Find the word "compass" in the data below and copy each line that holds it.
▽
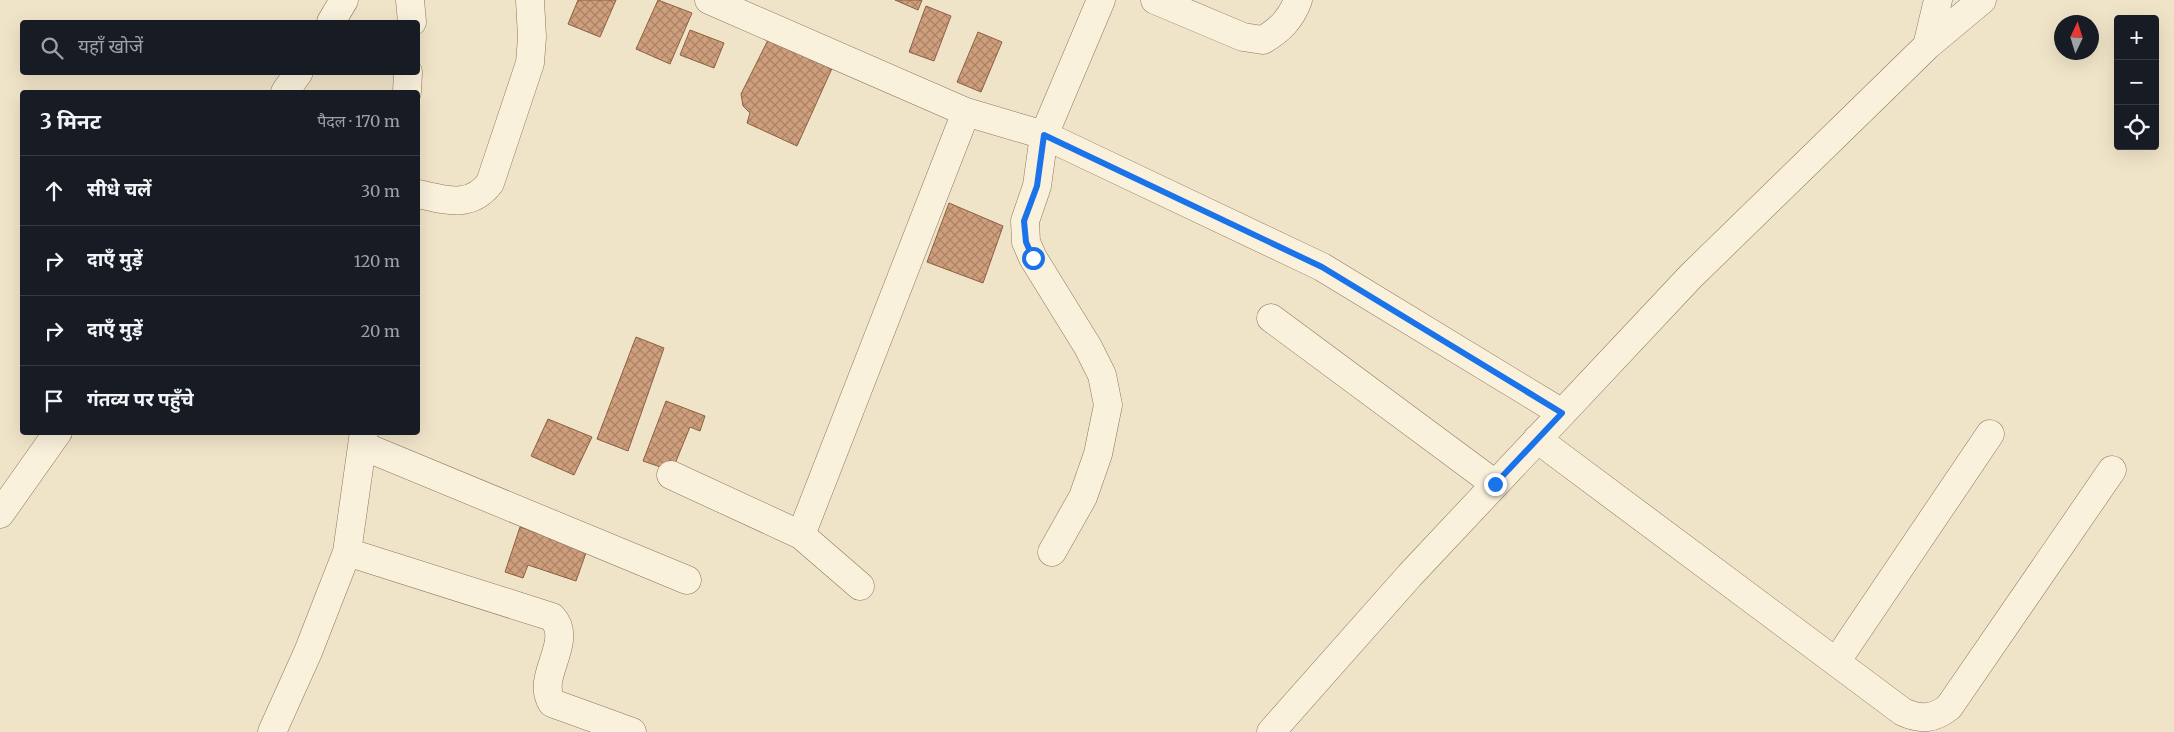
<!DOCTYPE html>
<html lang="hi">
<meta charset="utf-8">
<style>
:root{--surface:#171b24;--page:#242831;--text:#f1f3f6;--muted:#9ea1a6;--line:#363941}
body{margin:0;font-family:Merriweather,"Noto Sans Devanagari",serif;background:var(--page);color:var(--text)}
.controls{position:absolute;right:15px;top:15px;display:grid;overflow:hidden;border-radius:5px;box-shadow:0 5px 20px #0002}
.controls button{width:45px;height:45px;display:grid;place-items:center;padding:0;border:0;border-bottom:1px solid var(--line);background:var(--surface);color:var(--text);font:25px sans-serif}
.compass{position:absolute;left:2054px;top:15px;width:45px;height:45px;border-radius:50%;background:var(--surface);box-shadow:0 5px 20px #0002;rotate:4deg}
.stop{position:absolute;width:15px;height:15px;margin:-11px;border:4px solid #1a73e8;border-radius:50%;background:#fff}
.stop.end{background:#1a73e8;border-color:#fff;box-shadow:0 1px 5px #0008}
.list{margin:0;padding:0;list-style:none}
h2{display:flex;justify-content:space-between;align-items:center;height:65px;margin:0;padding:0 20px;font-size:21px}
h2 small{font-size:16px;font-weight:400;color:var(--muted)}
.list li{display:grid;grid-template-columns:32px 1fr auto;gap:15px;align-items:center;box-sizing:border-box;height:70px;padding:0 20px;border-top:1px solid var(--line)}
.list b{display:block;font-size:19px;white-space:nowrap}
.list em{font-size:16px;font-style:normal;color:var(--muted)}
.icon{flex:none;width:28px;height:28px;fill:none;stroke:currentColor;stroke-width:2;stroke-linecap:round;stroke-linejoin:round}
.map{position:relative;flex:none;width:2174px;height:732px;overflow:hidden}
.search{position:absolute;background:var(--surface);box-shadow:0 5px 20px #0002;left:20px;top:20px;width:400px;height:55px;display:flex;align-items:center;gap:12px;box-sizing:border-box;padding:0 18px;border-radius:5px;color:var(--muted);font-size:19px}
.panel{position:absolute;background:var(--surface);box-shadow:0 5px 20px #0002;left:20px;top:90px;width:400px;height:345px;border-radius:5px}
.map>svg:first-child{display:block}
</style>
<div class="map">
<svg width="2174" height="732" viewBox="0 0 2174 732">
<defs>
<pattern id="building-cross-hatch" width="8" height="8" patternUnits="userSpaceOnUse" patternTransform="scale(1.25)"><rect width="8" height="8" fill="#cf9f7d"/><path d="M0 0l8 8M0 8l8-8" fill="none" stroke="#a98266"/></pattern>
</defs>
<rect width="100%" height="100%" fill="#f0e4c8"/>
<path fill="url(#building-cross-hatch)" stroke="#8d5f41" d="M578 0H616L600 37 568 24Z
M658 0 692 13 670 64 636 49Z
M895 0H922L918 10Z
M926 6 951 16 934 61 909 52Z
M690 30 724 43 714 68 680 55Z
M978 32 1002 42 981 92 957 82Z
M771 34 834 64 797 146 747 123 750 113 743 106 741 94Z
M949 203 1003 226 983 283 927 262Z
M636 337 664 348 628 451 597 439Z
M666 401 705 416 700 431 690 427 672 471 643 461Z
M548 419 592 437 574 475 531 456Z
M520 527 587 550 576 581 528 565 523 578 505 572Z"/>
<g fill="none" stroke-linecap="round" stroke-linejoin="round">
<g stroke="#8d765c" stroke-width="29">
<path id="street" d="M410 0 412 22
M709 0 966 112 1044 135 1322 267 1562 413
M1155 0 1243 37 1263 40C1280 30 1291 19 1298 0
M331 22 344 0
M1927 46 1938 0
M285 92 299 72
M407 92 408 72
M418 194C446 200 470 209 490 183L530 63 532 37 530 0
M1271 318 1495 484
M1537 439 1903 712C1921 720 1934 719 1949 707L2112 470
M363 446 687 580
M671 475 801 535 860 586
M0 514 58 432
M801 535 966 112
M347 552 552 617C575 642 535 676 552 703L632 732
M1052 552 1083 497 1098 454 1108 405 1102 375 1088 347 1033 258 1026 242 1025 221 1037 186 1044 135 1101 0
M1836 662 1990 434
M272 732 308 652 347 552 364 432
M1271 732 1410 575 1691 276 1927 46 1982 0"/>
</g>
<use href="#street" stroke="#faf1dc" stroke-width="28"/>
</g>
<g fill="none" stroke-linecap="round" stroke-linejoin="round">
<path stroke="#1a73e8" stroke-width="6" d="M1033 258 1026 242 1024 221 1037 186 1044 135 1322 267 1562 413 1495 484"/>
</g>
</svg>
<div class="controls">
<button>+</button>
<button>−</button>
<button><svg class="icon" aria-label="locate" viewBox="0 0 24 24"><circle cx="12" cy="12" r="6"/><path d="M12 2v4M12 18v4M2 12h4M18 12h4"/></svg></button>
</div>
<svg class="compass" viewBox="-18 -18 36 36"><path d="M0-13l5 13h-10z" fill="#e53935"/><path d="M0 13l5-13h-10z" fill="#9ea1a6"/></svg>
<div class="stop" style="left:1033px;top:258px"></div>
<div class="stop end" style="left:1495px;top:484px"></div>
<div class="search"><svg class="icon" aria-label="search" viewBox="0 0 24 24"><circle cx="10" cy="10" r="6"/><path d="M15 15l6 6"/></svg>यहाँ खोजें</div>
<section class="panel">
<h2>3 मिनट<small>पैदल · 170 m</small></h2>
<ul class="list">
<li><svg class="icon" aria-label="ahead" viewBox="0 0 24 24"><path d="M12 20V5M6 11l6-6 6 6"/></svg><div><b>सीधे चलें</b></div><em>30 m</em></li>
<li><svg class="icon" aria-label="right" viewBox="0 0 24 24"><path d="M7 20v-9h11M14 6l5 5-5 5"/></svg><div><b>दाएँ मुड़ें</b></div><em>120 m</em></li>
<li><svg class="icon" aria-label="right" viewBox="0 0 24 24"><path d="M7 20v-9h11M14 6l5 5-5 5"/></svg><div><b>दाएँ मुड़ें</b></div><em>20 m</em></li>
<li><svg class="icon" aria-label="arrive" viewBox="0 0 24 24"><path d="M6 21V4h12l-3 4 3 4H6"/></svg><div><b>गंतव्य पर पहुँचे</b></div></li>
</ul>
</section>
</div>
△
▽
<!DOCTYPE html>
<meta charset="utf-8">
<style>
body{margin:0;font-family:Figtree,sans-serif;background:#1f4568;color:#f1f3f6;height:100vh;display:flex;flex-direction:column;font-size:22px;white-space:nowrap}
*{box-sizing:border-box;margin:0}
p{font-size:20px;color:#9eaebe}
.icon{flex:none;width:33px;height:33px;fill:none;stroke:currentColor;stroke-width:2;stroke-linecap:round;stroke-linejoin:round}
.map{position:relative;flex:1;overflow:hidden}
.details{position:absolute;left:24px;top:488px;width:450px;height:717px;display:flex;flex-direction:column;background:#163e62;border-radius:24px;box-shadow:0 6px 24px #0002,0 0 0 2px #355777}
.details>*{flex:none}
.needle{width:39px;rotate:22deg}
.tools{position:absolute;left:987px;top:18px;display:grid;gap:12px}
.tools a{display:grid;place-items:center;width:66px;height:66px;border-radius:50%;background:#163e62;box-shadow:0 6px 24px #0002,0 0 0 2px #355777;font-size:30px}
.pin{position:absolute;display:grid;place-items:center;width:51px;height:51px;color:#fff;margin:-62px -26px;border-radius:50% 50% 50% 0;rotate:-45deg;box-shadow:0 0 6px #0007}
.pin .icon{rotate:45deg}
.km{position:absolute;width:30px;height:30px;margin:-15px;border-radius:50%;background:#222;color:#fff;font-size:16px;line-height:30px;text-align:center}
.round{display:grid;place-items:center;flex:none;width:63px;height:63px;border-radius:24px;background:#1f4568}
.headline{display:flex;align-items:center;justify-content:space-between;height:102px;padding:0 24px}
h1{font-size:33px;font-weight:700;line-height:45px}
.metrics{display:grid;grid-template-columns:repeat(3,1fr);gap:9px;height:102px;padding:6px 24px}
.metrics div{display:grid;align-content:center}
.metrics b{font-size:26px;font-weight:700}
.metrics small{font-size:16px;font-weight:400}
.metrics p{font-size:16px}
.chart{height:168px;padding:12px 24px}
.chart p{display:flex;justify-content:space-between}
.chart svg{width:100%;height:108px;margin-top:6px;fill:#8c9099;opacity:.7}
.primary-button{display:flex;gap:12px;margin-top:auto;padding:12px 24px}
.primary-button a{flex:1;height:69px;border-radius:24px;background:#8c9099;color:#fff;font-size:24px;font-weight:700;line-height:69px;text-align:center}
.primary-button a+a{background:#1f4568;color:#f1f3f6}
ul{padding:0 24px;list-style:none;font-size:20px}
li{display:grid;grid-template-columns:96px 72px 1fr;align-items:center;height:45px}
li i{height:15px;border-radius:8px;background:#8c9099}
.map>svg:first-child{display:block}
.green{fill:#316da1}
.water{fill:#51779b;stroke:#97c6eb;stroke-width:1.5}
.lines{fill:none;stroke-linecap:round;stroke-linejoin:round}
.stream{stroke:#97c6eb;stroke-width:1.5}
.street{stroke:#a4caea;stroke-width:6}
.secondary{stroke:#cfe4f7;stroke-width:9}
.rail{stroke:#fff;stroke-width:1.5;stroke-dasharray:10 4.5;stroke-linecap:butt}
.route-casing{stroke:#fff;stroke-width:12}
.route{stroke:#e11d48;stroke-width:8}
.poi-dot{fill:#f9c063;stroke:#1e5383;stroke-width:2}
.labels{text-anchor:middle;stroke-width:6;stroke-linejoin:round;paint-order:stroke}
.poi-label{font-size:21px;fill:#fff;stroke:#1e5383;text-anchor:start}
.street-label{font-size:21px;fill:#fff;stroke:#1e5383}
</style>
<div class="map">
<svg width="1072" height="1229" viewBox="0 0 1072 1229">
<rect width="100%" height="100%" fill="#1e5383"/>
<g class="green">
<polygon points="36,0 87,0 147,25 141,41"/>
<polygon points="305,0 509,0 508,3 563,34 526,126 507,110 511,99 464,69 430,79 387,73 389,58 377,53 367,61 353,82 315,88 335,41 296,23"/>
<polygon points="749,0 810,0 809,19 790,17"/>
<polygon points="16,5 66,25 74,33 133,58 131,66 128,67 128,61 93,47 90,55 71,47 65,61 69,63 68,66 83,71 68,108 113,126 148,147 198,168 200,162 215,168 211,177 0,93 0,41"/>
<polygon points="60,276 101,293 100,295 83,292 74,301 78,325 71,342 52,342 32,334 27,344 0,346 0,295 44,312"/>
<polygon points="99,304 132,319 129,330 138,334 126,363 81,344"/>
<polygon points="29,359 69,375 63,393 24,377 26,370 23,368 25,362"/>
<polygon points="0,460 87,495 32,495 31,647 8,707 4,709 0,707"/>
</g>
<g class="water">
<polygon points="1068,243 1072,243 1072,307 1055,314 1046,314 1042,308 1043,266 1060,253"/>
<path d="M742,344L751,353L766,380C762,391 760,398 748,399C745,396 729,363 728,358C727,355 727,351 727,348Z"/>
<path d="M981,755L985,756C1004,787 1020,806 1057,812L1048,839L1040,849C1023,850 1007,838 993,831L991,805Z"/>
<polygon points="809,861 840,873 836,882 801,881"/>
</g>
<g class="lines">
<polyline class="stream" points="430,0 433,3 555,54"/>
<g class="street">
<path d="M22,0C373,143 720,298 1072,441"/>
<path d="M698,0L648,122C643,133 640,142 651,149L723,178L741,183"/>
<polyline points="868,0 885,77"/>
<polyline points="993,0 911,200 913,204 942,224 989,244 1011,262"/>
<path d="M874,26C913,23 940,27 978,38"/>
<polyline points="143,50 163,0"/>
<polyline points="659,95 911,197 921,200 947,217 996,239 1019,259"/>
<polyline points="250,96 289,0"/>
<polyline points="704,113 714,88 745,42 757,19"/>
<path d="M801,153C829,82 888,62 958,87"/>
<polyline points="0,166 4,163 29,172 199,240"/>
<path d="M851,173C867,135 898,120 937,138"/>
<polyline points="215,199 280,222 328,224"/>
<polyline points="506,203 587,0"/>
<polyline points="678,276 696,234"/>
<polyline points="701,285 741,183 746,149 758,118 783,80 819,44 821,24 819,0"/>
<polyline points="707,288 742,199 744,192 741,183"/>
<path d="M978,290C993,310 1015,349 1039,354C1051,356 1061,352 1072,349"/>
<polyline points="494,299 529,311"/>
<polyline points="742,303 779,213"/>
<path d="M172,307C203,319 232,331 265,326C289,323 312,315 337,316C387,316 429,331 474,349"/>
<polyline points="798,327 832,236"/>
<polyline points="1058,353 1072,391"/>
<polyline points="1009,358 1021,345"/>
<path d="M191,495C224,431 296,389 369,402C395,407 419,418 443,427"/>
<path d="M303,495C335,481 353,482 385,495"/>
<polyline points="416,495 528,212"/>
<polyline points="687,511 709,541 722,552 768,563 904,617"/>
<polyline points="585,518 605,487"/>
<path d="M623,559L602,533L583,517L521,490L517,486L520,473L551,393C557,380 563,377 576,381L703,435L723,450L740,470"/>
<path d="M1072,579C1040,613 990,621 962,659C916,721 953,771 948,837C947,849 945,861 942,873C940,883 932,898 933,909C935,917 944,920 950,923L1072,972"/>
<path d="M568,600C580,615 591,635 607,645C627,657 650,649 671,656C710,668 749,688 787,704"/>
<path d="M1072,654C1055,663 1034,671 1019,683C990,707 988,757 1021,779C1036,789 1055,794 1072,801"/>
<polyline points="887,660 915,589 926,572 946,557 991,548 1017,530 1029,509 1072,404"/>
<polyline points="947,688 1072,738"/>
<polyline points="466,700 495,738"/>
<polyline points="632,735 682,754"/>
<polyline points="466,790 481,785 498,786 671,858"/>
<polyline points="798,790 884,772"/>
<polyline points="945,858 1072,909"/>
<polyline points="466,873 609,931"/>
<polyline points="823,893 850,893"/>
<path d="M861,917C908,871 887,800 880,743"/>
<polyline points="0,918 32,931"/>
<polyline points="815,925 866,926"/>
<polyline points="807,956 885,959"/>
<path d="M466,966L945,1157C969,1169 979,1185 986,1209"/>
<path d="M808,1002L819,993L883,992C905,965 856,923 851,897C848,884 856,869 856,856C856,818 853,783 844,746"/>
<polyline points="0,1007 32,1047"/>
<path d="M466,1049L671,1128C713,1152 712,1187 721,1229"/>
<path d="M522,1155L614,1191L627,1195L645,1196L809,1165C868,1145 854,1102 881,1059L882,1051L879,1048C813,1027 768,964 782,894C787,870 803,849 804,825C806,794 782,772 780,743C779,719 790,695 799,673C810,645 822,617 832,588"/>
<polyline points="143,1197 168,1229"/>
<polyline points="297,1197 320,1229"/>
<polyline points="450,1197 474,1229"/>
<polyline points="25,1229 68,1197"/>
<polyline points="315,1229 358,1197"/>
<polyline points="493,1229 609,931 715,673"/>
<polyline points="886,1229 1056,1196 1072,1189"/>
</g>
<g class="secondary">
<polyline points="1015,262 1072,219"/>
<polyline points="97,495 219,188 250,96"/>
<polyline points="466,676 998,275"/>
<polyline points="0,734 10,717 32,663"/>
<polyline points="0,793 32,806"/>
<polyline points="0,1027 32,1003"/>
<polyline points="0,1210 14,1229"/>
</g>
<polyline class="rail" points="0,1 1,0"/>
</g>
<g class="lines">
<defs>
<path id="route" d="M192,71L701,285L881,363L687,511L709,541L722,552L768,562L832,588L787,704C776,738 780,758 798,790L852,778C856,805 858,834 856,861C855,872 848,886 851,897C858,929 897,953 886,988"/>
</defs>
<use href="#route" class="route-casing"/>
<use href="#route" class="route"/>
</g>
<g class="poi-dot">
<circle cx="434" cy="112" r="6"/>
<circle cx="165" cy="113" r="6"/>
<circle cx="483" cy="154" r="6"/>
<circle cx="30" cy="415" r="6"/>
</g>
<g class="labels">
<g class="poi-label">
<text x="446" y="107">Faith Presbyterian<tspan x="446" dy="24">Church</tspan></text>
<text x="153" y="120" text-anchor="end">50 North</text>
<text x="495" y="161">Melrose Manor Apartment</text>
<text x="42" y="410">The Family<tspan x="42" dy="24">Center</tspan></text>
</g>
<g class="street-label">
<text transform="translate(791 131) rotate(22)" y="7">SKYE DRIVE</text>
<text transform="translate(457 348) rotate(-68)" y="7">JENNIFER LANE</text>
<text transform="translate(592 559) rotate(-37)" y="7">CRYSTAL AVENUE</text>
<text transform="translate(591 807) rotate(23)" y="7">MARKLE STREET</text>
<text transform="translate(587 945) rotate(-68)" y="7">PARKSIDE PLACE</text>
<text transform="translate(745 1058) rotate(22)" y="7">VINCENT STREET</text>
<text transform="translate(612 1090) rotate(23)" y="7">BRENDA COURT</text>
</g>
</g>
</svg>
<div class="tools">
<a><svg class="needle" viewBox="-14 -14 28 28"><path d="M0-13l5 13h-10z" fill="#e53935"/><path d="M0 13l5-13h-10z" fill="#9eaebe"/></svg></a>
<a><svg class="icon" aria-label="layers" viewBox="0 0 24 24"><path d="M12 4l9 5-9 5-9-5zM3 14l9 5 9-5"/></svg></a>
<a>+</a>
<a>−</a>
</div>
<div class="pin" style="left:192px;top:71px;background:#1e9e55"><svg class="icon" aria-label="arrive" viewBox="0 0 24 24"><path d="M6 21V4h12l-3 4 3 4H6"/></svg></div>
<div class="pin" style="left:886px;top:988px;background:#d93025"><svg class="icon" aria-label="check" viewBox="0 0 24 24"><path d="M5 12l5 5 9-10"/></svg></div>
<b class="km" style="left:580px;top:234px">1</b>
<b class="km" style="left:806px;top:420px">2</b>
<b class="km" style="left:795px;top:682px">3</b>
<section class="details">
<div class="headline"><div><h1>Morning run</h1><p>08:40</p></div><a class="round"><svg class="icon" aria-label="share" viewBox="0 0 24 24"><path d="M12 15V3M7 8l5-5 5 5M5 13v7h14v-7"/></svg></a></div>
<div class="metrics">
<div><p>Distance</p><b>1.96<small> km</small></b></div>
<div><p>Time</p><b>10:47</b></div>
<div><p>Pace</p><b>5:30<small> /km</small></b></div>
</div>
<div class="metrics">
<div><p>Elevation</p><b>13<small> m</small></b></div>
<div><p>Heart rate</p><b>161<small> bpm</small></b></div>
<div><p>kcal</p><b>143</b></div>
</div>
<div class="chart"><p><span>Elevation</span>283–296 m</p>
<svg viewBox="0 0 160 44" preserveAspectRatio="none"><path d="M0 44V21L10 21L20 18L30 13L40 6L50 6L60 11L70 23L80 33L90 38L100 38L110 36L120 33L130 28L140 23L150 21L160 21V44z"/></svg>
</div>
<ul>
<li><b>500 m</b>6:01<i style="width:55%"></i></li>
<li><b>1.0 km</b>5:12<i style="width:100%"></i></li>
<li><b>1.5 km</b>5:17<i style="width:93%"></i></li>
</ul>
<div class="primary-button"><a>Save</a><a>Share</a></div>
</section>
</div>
△
▶ [YOUR SOLUTION]:
.compass{position:absolute;left:2054px;top:15px;width:45px;height:45px;border-radius:50%;background:var(--surface);box-shadow:0 5px 20px #0002;rotate:4deg}
<svg class="compass" viewBox="-18 -18 36 36"><path d="M0-13l5 13h-10z" fill="#e53935"/><path d="M0 13l5-13h-10z" fill="#9ea1a6"/></svg>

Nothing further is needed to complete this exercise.